- Name: Justin Charles
- Email: charlesjustin2124@gmail.com
- GitHub: justin212407
- Organization: Sugar Labs
- Blog Page: Justin Charles
- Project Repository: musicblocks-v4
- Mentors: Anindya Kundu, Walter Bender, Devin Ulibarri
The Masonry Module in Music Blocks v4 introduces a modern block-based playground built on a scalable Model–View architecture. It replaces older rendering with a system for generating, rendering, and manipulating brick units that represent musical and programming ideas.
Bricks can be stacked, nested, attached, or detached with fluid drag-and-drop interactions, while a tower model manages relationships and collision maps ensure seamless snapping. This creates an environment that is both playful and structurally accurate, encouraging students to experiment, remix, and reflect on music and code through direct manipulation of interconnected visual elements.

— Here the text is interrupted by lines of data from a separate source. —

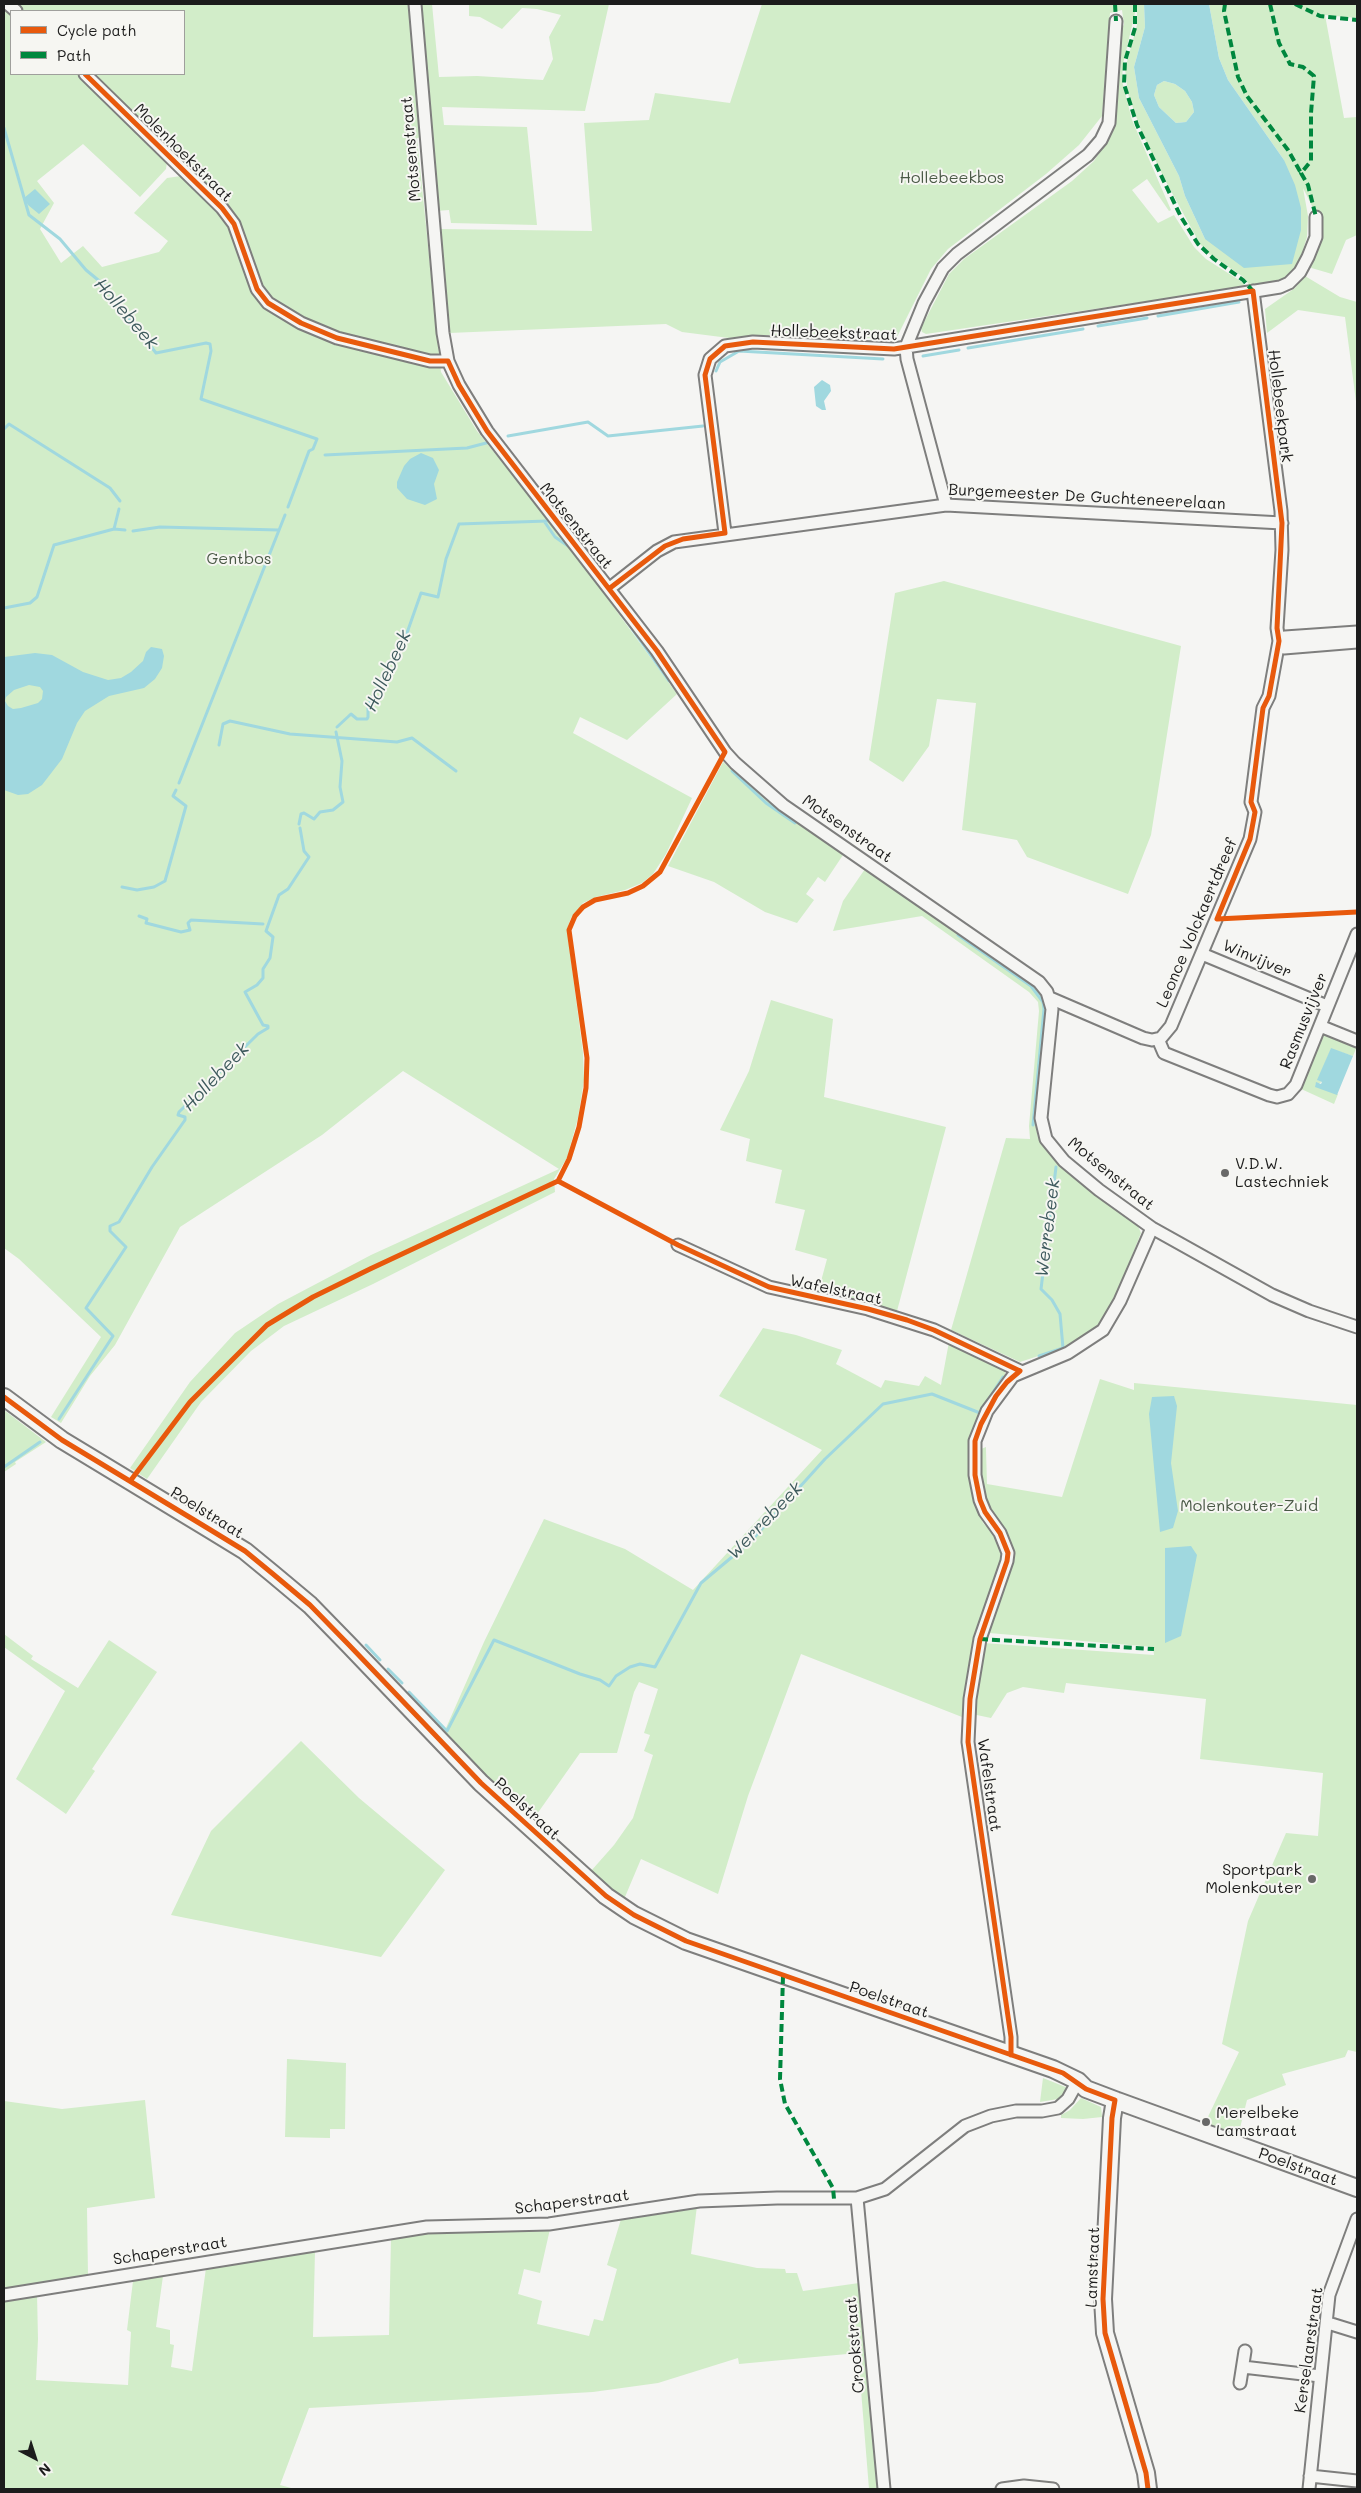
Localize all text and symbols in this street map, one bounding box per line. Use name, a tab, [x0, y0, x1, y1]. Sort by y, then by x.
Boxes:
legend	[10, 10, 185, 75]
text: Cycle path	[57, 20, 136, 40]
text: Path	[57, 45, 91, 65]
street label: Motsenstraat	[397, 96, 425, 202]
street label: Molenhoekstraat	[130, 100, 236, 206]
park label: Hollebeekbos	[900, 168, 1004, 188]
water label: Hollebeek	[89, 274, 163, 354]
street label: Hollebeekstraat	[770, 321, 898, 345]
street label: Hollebeekpark	[1264, 348, 1296, 464]
street label: Motsenstraat	[535, 479, 617, 573]
street label: Burgemeester De Guchteneerelaan	[948, 480, 1226, 514]
park label: Gentbos	[206, 549, 272, 569]
water label: Hollebeek	[360, 627, 416, 715]
street label: Motsenstraat	[798, 791, 896, 867]
street label: Leonce Volckaertdreef	[1153, 836, 1241, 1010]
street label: Winvijver	[1220, 936, 1294, 982]
street label: Rasmusvijver	[1276, 970, 1332, 1072]
water label: Hollebeek	[178, 1038, 254, 1116]
street label: Motsenstraat	[1064, 1133, 1158, 1215]
place label: V.D.W. Lastechniek	[1235, 1154, 1329, 1192]
marker: V.D.W. Lastechniek	[1219, 1167, 1231, 1179]
water label: Werrebeek	[1031, 1177, 1065, 1279]
street label: Wafelstraat	[788, 1271, 884, 1309]
water label: Werrebeek	[723, 1478, 807, 1564]
street label: Poelstraat	[167, 1483, 247, 1543]
park label: Molenkouter-Zuid	[1180, 1496, 1318, 1516]
street label: Wafelstraat	[973, 1737, 1005, 1833]
street label: Poelstraat	[490, 1774, 564, 1844]
place label: Sportpark Molenkouter	[1205, 1860, 1302, 1898]
marker: Sportpark Molenkouter	[1306, 1873, 1318, 1885]
street label: Poelstraat	[847, 1977, 931, 2023]
place label: Merelbeke Lamstraat	[1216, 2103, 1299, 2141]
marker: Merelbeke Lamstraat	[1200, 2116, 1212, 2128]
street label: Poelstraat	[1256, 2144, 1340, 2190]
street label: Schaperstraat	[514, 2185, 630, 2219]
street label: Lamstraat	[1082, 2226, 1104, 2308]
street label: Schaperstraat	[112, 2233, 228, 2269]
street label: Kerselaarstraat	[1291, 2286, 1327, 2414]
street label: Crookstraat	[841, 2296, 869, 2394]
north arrow	[10, 2433, 60, 2483]
text: N	[35, 2459, 55, 2481]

Here is the document which maps out all the technical specifications and functional requirements regarding the Masonry module - Masonry Tech Spec and Functional Requirements
The main objectives of the Masonry Module for Music Blocks v4 were to modernize brick rendering, improve workspace interactions, and create a scalable foundation for visual programming with music. Specifically, the project aimed to:
-
Implement Dynamic Brick Geometry : Generate accurate SVG paths and bounding boxes for all brick types (simple, expression, compound), enabling precise rendering and alignment.
-
Introduce a Model–View Architecture for Bricks: Establish clean abstractions between brick models and React-based views, ensuring maintainability, extensibility, and testability.
-
Enable Tower-Based Rendering : Represent bricks as hierarchical towers with support for stacking, nesting, and argument placement, including utilities for layout and a brick factory.
-
Provide an Interactive Brick Palette : Build a categorized, searchable palette that maps brick types to UI components, allowing easy drag-and-drop of bricks into the workspace.
-
Support Drag-and-Drop with Collision Detection : Introduce collision maps, reverse mapping, and snapping logic to make brick manipulation smooth, accurate, and intuitive.
-
Allow Tower Disconnection and Movement : Enable detaching of brick subtrees into independent towers, supporting dynamic restructuring of programs.
-
Allow Brick/Tower Connections: Implement connection logic so bricks and towers can snap together across different structures, enabling larger and more complex program assemblies.
-
Parse AST from Masonry to Program Module: Translate brick/tower structures into an Abstract Syntax Tree (AST) consumable by the program execution module, bridging the visual editor with actual program logic.
Related Work: #439
The initial phase focused on giving bricks a precise and scalable visual identity within the Masonry module. Instead of hardcoded shapes, each brick’s geometry was generated dynamically using SVG path logic.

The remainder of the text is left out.